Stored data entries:

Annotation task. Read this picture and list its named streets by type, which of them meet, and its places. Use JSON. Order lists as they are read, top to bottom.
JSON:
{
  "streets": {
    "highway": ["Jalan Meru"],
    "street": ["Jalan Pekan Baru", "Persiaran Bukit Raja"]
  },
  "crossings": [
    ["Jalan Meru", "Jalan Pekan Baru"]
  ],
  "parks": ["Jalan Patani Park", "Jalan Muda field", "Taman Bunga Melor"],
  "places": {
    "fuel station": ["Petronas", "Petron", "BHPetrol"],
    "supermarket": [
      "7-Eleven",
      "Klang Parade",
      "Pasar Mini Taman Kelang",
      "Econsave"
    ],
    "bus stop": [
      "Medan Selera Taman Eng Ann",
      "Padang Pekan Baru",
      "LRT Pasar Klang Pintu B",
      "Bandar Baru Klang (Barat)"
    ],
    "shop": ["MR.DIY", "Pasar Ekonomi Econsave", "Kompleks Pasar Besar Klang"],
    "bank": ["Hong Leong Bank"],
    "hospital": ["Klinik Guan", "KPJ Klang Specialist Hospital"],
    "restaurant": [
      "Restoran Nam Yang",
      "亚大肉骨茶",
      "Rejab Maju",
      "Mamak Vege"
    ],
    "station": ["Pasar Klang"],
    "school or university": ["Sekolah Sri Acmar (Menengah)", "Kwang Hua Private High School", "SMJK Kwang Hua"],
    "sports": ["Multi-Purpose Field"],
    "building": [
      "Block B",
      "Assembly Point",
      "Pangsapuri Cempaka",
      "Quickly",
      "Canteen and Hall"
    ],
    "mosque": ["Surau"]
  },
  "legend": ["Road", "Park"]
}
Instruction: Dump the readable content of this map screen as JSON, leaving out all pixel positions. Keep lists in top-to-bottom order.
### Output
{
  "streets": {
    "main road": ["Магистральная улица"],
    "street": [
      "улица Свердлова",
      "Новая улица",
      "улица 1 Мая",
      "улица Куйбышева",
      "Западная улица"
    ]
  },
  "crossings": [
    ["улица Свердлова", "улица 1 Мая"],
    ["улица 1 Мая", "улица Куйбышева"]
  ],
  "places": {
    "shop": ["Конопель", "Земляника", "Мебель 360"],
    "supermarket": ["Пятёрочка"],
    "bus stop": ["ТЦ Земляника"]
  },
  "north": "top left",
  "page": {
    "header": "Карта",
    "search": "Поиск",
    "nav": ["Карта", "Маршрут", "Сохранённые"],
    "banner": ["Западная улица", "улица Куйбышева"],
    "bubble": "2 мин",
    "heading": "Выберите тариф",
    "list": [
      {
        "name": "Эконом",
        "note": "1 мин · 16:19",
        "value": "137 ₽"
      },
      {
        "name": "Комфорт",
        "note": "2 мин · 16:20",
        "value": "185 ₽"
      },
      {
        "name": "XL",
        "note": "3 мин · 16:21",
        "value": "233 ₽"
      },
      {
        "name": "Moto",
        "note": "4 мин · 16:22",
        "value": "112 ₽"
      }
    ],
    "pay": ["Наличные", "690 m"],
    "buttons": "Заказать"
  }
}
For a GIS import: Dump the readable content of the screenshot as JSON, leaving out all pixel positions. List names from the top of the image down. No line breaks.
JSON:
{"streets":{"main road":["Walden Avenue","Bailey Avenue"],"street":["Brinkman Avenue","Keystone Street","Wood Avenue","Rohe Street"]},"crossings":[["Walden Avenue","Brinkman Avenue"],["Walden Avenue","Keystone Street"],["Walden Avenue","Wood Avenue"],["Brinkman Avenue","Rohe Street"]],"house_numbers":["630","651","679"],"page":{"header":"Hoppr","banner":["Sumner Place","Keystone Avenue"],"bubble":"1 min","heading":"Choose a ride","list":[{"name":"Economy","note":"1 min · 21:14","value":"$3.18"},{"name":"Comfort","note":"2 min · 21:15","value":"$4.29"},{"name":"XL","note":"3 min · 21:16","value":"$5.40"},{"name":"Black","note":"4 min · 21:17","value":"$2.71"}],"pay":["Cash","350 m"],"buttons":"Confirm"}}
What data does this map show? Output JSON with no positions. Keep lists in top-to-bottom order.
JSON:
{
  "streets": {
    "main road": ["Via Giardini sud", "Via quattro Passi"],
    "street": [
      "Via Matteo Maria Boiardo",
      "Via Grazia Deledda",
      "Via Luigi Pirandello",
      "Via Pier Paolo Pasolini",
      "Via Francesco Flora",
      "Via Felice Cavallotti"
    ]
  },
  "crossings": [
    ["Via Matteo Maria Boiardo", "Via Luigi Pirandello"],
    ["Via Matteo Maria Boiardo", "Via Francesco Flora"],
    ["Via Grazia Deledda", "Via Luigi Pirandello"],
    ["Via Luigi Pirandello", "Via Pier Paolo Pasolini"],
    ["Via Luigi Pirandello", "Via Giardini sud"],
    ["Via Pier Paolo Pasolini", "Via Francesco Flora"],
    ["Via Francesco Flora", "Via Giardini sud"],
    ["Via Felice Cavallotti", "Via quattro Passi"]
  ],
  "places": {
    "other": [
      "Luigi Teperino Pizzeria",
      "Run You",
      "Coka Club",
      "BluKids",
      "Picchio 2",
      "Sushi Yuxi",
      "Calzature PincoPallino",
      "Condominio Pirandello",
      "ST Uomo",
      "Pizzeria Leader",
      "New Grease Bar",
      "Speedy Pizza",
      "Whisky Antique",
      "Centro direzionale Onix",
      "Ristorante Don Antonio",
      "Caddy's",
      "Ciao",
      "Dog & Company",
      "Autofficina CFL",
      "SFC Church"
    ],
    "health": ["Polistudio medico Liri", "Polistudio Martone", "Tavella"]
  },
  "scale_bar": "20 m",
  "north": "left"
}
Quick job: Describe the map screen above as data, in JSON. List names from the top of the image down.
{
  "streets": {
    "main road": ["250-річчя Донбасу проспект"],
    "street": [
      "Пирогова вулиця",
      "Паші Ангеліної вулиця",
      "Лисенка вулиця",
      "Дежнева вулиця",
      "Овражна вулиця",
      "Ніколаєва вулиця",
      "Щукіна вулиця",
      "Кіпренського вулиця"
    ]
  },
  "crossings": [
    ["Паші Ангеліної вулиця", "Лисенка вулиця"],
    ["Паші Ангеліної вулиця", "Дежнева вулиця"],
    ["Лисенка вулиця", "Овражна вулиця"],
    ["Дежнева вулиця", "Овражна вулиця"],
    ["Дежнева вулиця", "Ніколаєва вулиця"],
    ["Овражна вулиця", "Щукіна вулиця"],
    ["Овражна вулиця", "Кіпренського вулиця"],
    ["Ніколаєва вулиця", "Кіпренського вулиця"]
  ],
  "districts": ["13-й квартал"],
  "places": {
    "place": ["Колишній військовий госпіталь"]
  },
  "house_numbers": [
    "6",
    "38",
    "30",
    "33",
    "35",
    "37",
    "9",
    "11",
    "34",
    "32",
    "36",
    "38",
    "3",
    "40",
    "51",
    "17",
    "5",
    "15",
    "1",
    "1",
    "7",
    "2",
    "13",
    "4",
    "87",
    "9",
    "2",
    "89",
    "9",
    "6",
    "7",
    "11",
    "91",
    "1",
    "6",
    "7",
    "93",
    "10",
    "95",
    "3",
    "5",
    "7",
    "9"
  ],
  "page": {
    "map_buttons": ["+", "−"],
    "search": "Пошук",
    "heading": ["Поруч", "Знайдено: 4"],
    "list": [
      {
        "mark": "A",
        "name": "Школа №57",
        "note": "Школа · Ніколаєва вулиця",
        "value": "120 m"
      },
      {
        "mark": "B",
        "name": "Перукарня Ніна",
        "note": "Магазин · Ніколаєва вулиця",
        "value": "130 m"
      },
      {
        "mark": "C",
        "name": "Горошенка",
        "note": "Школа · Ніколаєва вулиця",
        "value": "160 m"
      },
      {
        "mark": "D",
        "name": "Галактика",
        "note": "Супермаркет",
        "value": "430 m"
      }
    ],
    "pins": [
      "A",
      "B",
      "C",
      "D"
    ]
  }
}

Your goal:
Copy every line of the records above, starting with the first, up to and including the line containing "Instruction: Dump the".

Solved problem:
Annotation task. Read this picture and list its named streets by type, which of them meet, and its places. Use JSON. Order lists as they are read, top to bottom.
JSON:
{
  "streets": {
    "highway": ["Jalan Meru"],
    "street": ["Jalan Pekan Baru", "Persiaran Bukit Raja"]
  },
  "crossings": [
    ["Jalan Meru", "Jalan Pekan Baru"]
  ],
  "parks": ["Jalan Patani Park", "Jalan Muda field", "Taman Bunga Melor"],
  "places": {
    "fuel station": ["Petronas", "Petron", "BHPetrol"],
    "supermarket": [
      "7-Eleven",
      "Klang Parade",
      "Pasar Mini Taman Kelang",
      "Econsave"
    ],
    "bus stop": [
      "Medan Selera Taman Eng Ann",
      "Padang Pekan Baru",
      "LRT Pasar Klang Pintu B",
      "Bandar Baru Klang (Barat)"
    ],
    "shop": ["MR.DIY", "Pasar Ekonomi Econsave", "Kompleks Pasar Besar Klang"],
    "bank": ["Hong Leong Bank"],
    "hospital": ["Klinik Guan", "KPJ Klang Specialist Hospital"],
    "restaurant": [
      "Restoran Nam Yang",
      "亚大肉骨茶",
      "Rejab Maju",
      "Mamak Vege"
    ],
    "station": ["Pasar Klang"],
    "school or university": ["Sekolah Sri Acmar (Menengah)", "Kwang Hua Private High School", "SMJK Kwang Hua"],
    "sports": ["Multi-Purpose Field"],
    "building": [
      "Block B",
      "Assembly Point",
      "Pangsapuri Cempaka",
      "Quickly",
      "Canteen and Hall"
    ],
    "mosque": ["Surau"]
  },
  "legend": ["Road", "Park"]
}
Instruction: Dump the readable content of this map screen as JSON, leaving out all pixel positions. Keep lists in top-to-bottom order.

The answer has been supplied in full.